Chuck and Andreas,
I take note on the fact that authentication
can add major increases to the time taken in forming neighbor peer
relationships. Yes, MD5 based authentication as I suggested in my original
post is currently the operational model, but it was noted in rfc 2385 that
the MD5 was considered weak.
Nigel .
I guess this issue just spells out MPLS/VPN...
----- Original Message -----
From: "Chuck Larrieu"
To:
Sent: Friday, December 21, 2001 3:16 AM
Subject: RE: Latest Hackers Target: Routers [7:29844]
> I know from my studies that there is BGP neighbor md5 authentication.
>
> Somewhere in my reading I seem to recall that employing authentication can
> add 50-100% to the time it takes a neighbor relationship to form.
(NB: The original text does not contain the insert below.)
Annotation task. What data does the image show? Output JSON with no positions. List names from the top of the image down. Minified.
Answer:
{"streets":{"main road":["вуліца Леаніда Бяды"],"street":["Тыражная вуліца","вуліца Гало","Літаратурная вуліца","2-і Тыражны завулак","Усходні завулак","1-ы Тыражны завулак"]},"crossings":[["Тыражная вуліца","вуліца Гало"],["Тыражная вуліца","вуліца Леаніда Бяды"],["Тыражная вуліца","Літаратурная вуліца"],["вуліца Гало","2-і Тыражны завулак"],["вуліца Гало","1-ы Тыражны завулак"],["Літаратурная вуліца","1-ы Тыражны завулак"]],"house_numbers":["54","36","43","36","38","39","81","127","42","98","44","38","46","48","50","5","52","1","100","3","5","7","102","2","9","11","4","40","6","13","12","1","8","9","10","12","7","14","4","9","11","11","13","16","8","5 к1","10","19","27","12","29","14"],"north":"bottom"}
Fine for
> lab work. maybe not so fine in the world of the production ISP.
>
> phrak, this is all we need. ISP's start preventing BGP packets from any
but
> known and trusted sources to cross their networks and there go the
internet
> BGP practice labs.
>
> damn anarchists.
>
> Chuck
>
> -------
> neighbor password
> To enable Message Digest 5 (MD5) authentication on a TCP connection
between
> two Border Gateway Protocol (BGP) peers, use the neighbor password router
> configuration command. To disable this function, use the no form of this
> command.
>
> neighbor {ip-address | peer-group-name} password string
> -------
>
>
>
>
>
> -----Original Message-----
> From: [EMAIL PROTECTED] [mailto:[EMAIL PROTECTED]]On Behalf Of
> Andras Bellak
> Sent: Thursday, December 20, 2001 9:59 PM
> To: [EMAIL PROTECTED]
> Subject: RE: Latest Hackers Target: Routers [7:29844]
>
>
> Nigel-
>
> If you dig back through the NANOG archives, there was a rather in depth
> and discouraging discussion of encrypting / authorizing BGP session
> neighbors. The general result was that almost nobody supported it, and
> many in the ISP groups that offer BGP connectivity didn't even know what
> it was.
>
> While it might or might not be on the CCIE exams, having some form of
> authentication between routing partners is a good thing to practice in
> your test labs, and put into production in your networks.
>
> Andras
>
> -----Original Message-----
> From: Nigel Taylor [mailto:[EMAIL PROTECTED]]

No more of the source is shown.